Parents

No politics today.  I’ll go back to my usual minarchist activism later.  Today I’ll talk about something more serious.

Parents

Mom and Dad, 1946 and 2017.

We’re in that interval between Mother’s Day and Father’s Day, and that’s made me a little reflective at the moment.  Parents can – should – have a huge impact on our young lives.  Mine certainly did.  I hope I’ve had as big an impact on our four daughters and our six (so far) grandchildren.  When the Old Man died at ninety-four, in 2018, I had this to say about him:

Dad was a farmer, a quality engineer for a major manufacturer, and an artist of some renown who for years had his own space in the Iowa State Capitol where one of his paintings always was on display.  More important, he was a good husband, a wonderful father and grandfather, an old-fashioned country gentleman, one of the finest wingshots I’ve ever seen, a self-educated man conversant in subjects from particle physics to paleoanthropology to the Revolutionary and Civil Wars.  He was a wise man, and a fine man.

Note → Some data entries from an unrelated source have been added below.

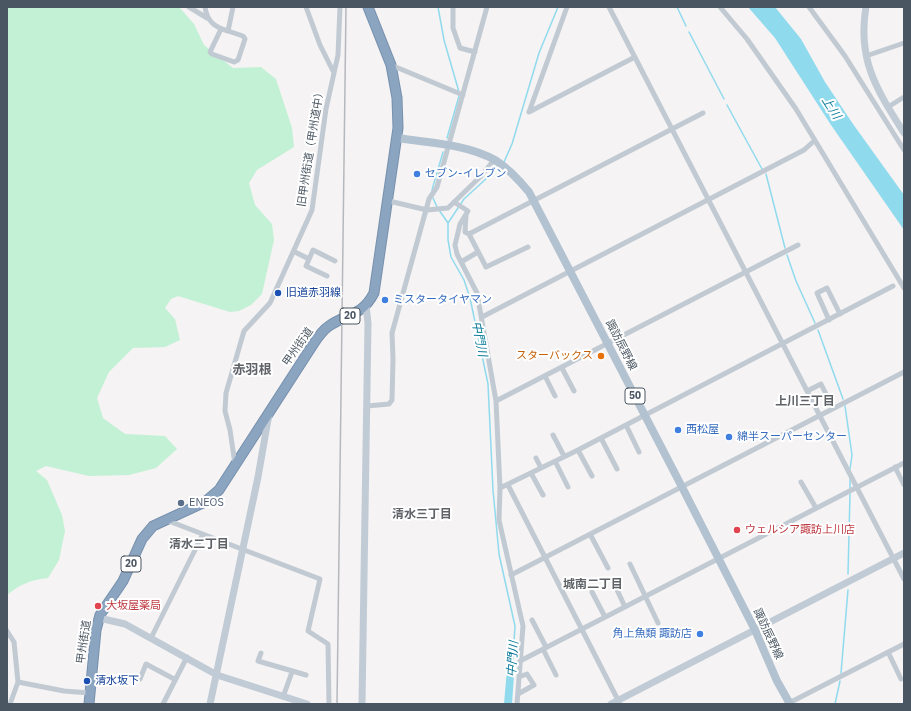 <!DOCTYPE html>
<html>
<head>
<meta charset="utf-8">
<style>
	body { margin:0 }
	#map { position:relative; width:911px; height:711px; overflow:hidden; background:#f5f3f3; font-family:"IBM Plex Sans",sans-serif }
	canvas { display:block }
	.frame { position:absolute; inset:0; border:8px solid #4a5661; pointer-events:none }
</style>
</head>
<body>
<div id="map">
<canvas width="911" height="711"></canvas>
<div class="frame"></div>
</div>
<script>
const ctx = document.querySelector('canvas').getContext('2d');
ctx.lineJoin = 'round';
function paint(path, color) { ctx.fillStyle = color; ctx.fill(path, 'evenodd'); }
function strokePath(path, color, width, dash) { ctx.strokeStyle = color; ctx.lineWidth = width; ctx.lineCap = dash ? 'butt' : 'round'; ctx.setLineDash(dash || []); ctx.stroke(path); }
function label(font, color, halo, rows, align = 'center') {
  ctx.font = font + ' "IBM Plex Sans","Noto Sans JP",sans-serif'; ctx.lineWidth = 4; ctx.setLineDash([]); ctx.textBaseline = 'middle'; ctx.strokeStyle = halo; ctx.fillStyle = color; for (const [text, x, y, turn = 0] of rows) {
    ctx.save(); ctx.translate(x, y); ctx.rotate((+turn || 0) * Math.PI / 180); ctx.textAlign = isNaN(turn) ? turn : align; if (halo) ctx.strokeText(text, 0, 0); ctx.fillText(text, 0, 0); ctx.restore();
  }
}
const green = new Path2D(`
	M7 7H179L194 24 204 45 233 68 261 67 276 79 292 128 294 147 257 170 249 183 255 205 272 224 274 240 262 294 251 305 239 311 230 312 178 296 171 299 165 308 175 319 180 340 165 347 133 348 109 372 97 398 103 418 125 434 165 436 177 449 156 468 129 475 89 476 46 466 36 471 47 480 62 515 65 531 59 560 48 578C31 580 20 584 7 595Z`);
const water = new Path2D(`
	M748 7H775L801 39 825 82 853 124 904 195V230L831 125 775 38Z
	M507 669 514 675 512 704H504Z`);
const stream = new Path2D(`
	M438 7 444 40 459 92
	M677 7 686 26
	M689 32 724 99
	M727 105 762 169
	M447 138 459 96
	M504 162 512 144 539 53 558 7
	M500 166 464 199 448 223V240L451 257 464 280 470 298 488 384 493 490 499 554 515 626 512 674
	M766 174 785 248
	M432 190 443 152
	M433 198 437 207
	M439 210 448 223
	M787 255 796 281 815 323
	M818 330 843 399
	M845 406 852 455 850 469
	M850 479V488
	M848 574 850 494
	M841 673 848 590
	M835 704 840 681`);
const street = new Path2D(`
	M189 7 207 18
	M205 7C207 21 214 27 228 31L233 7
	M306 7 320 45 333 71
	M453 7V28L460 48 475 52
	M609 7 904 579
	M720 7 747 39 796 109 904 288
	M809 7 845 56 904 150
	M221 29 210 52 212 54 234 62 238 60 245 39 243 36 228 31
	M866 56 904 43
	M391 65 463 95
	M888 107 904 97
	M529 112 635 57
	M529 112 567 7
	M389 201 427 210 448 208 481 176 494 160
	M454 202 468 211 460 224 455 245 457 254 477 293 496 401 500 488 499 520 523 626 517 704
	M466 215 465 232 469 234 486 267 528 247
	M469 234 703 113
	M295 252 309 259
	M461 262 478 252
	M327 276 306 266 313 250 335 261
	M482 317 804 150 814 141
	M829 320 817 293 827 288 840 314
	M562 368 574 391
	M545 376 555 396
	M807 391 821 384 833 408
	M496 401 798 245
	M367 406 389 404 392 400 393 359 392 333 429 199 437 187 487 7
	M626 425 639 452
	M553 435 564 456
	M601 438 617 469
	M578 450 592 476
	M536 458 541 468
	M555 461 568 487
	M235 464 230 430 225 411 226 393 244 331 270 303 312 210 326 109 338 55 340 7
	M895 467 904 485
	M531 473 543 495
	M801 482 816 508
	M508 485 620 704
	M500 488 578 450 893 286
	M166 520 320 579 308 631 328 644 329 704
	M590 534 608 568
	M630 564 658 623
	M511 575 904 372
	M612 579 625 607
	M592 592 605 617
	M532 620 546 647
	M7 631 14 642 18 682
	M151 638 203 534
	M543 649 556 675
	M888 652 901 679
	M261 653 258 661 306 675
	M520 661 904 463
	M140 679 146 664 174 679
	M518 694 534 685 527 674 519 677
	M283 697 292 672
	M10 704 18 682 64 691 90 693
	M163 704 187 657
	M787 704 904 644`);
const secondary = new Path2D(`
	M866 7C857 60 877 90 904 133
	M99 618 125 624 217 675 307 704
	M210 704 258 477 269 414
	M362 704 368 323 366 306
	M611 704 904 553`);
const primary = new Path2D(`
	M397 138C429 143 467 144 495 160 508 168 519 180 529 192L682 487 755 630 777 681 790 704`);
const highway = new Path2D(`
	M89 704 96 630 100 615 123 581 142 539 153 526 205 502 219 490 314 343C318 337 323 330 329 326 348 313 362 316 374 293L398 128 397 98 391 65 368 7`);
const rail = new Path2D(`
	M337 704 346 7`);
const markers = [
	[417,174,4,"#3f7fe0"],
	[278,293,4,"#1a4fb4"],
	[385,300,4,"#3f7fe0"],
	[601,356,4,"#e8710a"],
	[678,430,4,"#3f7fe0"],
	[729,437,4,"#3f7fe0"],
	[181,503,4,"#5c6f8a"],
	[737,530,4,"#e0444e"],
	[98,606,4,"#e0444e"],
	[700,634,4,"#3f7fe0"],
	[87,681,4,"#1a4fb4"]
];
const shields = [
	[350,316,20],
	[635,396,20],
	[131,564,20]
];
const shieldNames = [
	["20",350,316],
	["50",635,396],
	["20",131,564]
];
const streetNames = [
	["旧甲州街道（甲州道中）",311,147,-81],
	["諏訪辰野線",621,345,63],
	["甲州街道",298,347,-55],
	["諏訪辰野線",768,634,65],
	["甲州街道",84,642,-82]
];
const shopNames = [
	["セブン-イレブン",425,174],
	["ミスタータイヤマン",393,300],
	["西松屋",686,430],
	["綿半スーパーセンター",737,437],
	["角上魚類 諏訪店",692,634,"right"]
];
const transitNames = [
	["旧道赤羽線",286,293],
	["清水坂下",95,681]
];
const foodNames = [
	["スターバックス",593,356]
];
const serviceNames = [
	["ENEOS",189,503]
];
const healthNames = [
	["ウェルシア諏訪上川店",745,530],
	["大坂屋薬局",106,606]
];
const waterNames = [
	["上川",831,108,57],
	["中門川",479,339,79],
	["中門川",513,659,-86]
];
const neighbourhoodNames = [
	["上川三丁目",805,402],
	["清水三丁目",422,515],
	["清水二丁目",199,545],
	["城南二丁目",593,585]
];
const quarterNames = [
	["赤羽根",252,370]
];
paint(green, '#c3f1d5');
paint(water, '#90daee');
strokePath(stream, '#90daee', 1.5);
strokePath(highway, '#7690ad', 11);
strokePath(street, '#c1cad2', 5);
strokePath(secondary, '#c1cbd6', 7);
strokePath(primary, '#b3c2d1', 8);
strokePath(highway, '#8ba5c1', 9);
strokePath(rail, '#b5b8bd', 1.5);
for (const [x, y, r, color] of markers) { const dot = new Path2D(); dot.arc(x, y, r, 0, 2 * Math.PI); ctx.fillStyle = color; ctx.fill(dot); strokePath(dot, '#fff', 1.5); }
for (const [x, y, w] of shields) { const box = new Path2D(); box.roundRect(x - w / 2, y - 8, w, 16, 3); ctx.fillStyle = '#fff'; ctx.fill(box); strokePath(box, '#4a5661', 1); }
label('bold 10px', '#4a5661', null, shieldNames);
label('11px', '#4a5661', '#fff', streetNames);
label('11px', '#366cbe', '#fff', shopNames, 'left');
label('11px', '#164399', '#fff', transitNames, 'left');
label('11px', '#c56008', '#fff', foodNames, 'right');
label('11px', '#4e5e75', '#fff', serviceNames, 'left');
label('11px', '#be3a42', '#fff', healthNames, 'left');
label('italic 12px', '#0c7c9b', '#fff', waterNames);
label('bold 12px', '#5f6368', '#fff', neighbourhoodNames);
label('bold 13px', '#5f6368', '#fff', quarterNames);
</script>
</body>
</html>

That’s the what.  But more important is the who, and I’ll tell you about that by passing on some of the bits of wisdom he gifted to me over the years:

Work comes first.

Anything worth doing is worth doing well.

A man takes care of his family first, then himself.

There are no lousy jobs, just lousy people.

Dad taught me how to find my way in the woods, how to fish, how to shoot, how to do so many things I couldn’t possibly list them all.  More important, he taught me how to be a man, a husband, a father, and a grandfather.  One day I hope I’ll be as good at those things as he was.

When Dad was gone, it was like a light went out in Mom; she saw her ninetieth birthday six months after Dad left us and passed herself two months after that.  She loved her family, kids, grandkids and great grandkids, but without her husband of seventy-one years, she didn’t seem to have much will to go on.  Mom died in early 2019, after telling my oldest sister that she would “…wait to die until after New Year’s, so she wouldn’t ruin the family’s holidays.”  When Mom died, I had this to say about her:

Mom was fond of recalling the first time she met my father, at a wedding, when she was eight and he, thirteen; “he was a little out of my league then,” she would say with a laugh.  But that didn’t last.  Mom graduated high school in 1944 and spent the last year of the war working a Western Union switchboard, all too often having to call farm families she had known all her life and tell them they had a telegram from the War Department. 

A farm wife for many years, Mom mastered a variety of skills.  She was a fine pistol shot, an accomplished angler, a master at patching skinned knees and comforting the normal bumps and bruises country kids accumulate.  She also invented the energy bar, which she called a ranger cookie; this was a marvelous combination of brown sugar, oatmeal, chocolate and butterscotch chips, crushed corn flakes and coconut.  One would keep you going for hours.

But most of all, my mother excelled at being a Mom. 

When I became a father the first time, she repeated some advice on parenting that had originally come from her mother: “Hug them, kiss them and feed them, and they’ll turn out fine.”  And I have to say, it works.  Throughout our childhoods my siblings and I were always confident and secure in knowing she loved us.  My kids, all grown now, have always said the same thing.

Legacy

Life is water, not stone.

We go through life knowing that one day our parents will be gone.  We try to prepare for it, but at some level, we’re never ready to say that last good-bye.  But I see a little bit of the Old Man every time I look in the mirror, and not just because I have his bushy eyebrows and arched nose.  Sometimes during the day when I’m tempted to go goof off instead of putting nose to grindstone, I hear him say “work comes first!”  I see a little bit of my Mom whenever I look at my four daughters, or when I eat one of Mom’s ranger cookies now that my own dear Mrs. Animal has taken on that recipe.  And when one of our girls is upset or having some problems, I hear Mom say, “hug them, kiss them and feed them, and they’ll be fine.”  My siblings and I were lucky enough to have our parents until we were all in our fifties (only me), sixties and seventies, and you can’t expect much more than that.  And to the end of their time with us, they were very much our parents, always ready with a word of advice or encouragement; both were fond of pointing out something that I have recognized as a great truth, and that is that one never stops being a parent.

Generations

Even after this much time has passed, I must remind myself that now I’m the Old Man.  That’s a wheel that never stops turning.  My siblings and I are widely separated, me in Alaska, them in the Midwest, but we try to get together at least once a year for a meal and to re-live old times.  And, of course, we talk about how our kids are doing, and about the grandchildren we all have, and remember, as my folks were fond of saying, that you never stop being a parent.

Parents can – should – have a huge impact on our young lives.  This time of year may make us a little more cognizant of that, but it’s a thought that never should be far from our minds.  It’s a lifetime job, being a parent, and for most people it’s the most important job you’ll ever have.  It certainly has been for me.  I think I’m doing pretty good at it, but then, I learned from the best.